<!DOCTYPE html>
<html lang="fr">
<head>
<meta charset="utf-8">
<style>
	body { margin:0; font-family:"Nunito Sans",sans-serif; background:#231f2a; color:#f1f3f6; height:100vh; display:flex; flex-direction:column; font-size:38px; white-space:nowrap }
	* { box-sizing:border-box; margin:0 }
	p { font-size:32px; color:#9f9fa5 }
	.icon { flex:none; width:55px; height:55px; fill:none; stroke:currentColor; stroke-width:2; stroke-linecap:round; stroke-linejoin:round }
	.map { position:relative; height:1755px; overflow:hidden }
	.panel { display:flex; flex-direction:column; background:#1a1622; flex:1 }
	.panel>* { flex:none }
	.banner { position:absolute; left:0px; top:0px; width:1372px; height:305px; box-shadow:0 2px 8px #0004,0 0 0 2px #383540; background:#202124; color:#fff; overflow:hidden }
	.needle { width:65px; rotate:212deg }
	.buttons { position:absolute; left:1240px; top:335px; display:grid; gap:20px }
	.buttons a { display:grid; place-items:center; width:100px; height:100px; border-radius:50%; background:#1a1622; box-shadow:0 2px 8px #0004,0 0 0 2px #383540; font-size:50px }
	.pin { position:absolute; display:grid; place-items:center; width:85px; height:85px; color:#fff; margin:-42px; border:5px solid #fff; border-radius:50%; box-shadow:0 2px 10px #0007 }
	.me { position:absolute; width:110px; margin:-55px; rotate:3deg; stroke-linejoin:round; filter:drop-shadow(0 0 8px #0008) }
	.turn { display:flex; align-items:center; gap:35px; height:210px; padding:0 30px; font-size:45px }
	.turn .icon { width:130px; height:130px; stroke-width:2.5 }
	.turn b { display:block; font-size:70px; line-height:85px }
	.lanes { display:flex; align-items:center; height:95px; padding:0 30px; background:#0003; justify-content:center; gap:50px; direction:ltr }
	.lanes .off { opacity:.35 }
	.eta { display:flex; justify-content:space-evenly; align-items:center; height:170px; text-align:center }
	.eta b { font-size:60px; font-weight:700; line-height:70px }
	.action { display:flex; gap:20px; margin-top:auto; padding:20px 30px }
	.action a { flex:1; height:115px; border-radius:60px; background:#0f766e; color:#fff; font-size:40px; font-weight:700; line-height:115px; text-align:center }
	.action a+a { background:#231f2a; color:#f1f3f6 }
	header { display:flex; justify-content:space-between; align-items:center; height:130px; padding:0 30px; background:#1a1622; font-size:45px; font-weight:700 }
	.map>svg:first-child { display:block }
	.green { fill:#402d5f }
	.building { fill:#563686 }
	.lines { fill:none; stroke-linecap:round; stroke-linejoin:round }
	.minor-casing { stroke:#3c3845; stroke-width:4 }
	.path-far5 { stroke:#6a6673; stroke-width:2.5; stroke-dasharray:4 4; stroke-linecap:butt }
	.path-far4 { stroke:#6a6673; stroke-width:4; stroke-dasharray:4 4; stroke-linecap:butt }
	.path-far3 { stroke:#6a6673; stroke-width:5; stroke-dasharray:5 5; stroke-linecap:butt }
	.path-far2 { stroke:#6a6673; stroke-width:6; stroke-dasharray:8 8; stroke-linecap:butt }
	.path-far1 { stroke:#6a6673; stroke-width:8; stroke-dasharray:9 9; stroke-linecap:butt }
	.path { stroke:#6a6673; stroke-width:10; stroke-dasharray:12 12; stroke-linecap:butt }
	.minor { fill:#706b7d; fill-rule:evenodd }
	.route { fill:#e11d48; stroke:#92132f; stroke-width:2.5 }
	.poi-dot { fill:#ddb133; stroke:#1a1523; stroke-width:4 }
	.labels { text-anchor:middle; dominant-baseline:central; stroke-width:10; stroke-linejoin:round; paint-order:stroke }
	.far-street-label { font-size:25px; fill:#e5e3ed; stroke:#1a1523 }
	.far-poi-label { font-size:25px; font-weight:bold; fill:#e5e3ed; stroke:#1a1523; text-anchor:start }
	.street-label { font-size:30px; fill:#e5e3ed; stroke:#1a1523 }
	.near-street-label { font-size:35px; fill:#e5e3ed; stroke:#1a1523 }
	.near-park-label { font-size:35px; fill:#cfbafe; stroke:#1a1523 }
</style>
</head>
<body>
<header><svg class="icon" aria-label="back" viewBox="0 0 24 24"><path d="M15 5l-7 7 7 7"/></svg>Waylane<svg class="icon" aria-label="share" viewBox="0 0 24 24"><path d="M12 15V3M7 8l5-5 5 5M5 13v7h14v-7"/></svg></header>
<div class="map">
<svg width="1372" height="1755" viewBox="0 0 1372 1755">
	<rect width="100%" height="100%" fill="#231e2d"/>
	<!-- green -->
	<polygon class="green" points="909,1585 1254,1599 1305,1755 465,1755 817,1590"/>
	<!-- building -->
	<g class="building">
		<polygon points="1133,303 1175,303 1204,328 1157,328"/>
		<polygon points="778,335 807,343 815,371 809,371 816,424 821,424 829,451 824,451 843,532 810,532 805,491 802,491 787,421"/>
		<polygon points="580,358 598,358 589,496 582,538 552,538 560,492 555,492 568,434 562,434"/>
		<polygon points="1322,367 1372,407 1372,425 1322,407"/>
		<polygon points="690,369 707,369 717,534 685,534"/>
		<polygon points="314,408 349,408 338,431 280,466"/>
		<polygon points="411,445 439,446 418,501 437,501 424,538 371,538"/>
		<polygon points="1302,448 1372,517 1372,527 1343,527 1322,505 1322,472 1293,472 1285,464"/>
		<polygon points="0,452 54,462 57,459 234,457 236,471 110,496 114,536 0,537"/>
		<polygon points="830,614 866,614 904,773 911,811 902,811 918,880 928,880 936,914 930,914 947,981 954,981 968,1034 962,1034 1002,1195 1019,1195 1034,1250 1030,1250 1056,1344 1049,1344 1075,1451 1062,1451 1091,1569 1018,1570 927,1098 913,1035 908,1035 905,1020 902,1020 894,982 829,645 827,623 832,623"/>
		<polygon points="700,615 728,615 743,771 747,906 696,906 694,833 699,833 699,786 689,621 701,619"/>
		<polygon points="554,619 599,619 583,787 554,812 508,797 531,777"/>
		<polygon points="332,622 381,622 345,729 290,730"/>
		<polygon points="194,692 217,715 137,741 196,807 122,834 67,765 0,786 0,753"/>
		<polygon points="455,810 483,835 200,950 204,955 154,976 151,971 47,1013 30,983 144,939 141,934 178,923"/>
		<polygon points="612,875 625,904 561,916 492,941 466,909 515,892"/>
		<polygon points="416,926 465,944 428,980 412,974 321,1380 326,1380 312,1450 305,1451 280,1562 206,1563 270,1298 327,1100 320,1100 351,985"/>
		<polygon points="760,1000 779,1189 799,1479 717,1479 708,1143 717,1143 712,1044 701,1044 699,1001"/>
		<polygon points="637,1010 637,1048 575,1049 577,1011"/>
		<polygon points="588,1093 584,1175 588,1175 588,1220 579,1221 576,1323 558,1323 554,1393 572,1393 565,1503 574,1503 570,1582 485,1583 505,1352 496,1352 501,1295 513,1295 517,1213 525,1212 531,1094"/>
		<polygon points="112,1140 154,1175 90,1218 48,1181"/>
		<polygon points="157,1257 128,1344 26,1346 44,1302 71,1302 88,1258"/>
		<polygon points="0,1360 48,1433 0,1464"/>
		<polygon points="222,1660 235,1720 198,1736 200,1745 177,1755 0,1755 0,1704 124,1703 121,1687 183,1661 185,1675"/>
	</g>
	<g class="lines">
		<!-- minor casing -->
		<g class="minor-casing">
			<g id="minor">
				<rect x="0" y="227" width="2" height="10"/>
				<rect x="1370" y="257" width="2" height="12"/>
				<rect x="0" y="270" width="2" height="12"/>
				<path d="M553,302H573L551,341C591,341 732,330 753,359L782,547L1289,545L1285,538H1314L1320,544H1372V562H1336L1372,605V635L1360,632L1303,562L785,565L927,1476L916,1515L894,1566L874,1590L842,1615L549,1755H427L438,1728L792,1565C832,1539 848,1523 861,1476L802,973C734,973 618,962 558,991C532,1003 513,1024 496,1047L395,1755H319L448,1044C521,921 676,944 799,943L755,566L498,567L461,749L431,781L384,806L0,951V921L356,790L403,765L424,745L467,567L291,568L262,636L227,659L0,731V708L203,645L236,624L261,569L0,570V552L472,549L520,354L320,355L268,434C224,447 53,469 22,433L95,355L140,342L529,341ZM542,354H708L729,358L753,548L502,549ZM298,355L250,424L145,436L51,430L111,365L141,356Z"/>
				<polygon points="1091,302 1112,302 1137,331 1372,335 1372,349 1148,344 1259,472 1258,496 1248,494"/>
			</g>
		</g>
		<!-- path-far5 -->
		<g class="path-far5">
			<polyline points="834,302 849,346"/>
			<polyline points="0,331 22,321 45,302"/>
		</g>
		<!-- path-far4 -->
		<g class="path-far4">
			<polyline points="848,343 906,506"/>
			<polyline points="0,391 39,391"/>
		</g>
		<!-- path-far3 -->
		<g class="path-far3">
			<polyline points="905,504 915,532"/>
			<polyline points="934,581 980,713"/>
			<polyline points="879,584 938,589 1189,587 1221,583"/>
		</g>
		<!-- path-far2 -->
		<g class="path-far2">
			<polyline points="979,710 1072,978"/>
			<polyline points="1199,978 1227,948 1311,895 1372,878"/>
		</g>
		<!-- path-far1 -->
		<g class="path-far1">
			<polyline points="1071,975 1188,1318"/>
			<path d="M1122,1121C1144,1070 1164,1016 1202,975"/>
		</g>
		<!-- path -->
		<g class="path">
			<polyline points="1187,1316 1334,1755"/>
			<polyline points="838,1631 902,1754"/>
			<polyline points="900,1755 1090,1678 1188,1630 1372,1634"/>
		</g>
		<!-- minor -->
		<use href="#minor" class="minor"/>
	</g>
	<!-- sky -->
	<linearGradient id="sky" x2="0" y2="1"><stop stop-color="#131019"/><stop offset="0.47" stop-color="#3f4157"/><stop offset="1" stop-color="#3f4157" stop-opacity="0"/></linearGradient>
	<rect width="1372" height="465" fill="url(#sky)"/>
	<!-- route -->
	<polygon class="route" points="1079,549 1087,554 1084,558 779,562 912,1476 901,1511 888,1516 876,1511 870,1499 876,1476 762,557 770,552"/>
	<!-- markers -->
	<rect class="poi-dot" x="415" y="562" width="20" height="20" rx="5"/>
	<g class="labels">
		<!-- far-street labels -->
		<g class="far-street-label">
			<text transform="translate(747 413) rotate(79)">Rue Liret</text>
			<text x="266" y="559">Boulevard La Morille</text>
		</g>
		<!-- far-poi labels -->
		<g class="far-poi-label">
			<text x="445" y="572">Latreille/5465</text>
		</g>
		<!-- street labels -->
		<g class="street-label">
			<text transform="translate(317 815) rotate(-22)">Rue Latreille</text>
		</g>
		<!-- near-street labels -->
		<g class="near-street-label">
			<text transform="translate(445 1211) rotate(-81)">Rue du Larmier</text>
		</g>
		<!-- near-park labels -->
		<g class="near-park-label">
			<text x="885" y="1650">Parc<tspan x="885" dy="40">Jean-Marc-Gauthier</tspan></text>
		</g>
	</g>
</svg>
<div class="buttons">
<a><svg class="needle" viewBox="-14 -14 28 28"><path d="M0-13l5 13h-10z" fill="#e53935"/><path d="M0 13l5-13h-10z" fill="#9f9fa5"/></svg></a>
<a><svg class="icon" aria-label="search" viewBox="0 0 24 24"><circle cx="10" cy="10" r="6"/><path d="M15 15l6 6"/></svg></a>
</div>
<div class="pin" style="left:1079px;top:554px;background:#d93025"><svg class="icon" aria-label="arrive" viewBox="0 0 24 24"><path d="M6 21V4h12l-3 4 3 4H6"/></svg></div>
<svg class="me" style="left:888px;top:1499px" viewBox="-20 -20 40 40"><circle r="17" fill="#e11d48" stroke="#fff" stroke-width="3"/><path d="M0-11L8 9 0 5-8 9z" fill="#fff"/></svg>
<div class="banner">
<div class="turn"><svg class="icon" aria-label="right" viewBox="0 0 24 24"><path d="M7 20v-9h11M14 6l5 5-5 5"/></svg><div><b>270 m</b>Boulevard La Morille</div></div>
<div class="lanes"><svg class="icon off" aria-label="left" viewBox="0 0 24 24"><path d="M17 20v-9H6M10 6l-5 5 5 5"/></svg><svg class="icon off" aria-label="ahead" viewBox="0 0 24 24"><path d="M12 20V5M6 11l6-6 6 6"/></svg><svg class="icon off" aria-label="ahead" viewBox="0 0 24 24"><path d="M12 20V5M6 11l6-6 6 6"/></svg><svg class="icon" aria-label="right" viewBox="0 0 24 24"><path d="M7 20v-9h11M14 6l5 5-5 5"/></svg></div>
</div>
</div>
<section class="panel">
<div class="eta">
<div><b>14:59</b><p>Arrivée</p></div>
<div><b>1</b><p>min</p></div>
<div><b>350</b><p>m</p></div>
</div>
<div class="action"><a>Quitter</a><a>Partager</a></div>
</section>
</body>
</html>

______

The problem | Go through the listing, and whenever a line contains the string "linejoin", copy that line.

Completed task |
	.icon { flex:none; width:55px; height:55px; fill:none; stroke:currentColor; stroke-width:2; stroke-linecap:round; stroke-linejoin:round }
	.me { position:absolute; width:110px; margin:-55px; rotate:3deg; stroke-linejoin:round; filter:drop-shadow(0 0 8px #0008) }
	.lines { fill:none; stroke-linecap:round; stroke-linejoin:round }
	.labels { text-anchor:middle; dominant-baseline:central; stroke-width:10; stroke-linejoin:round; paint-order:stroke }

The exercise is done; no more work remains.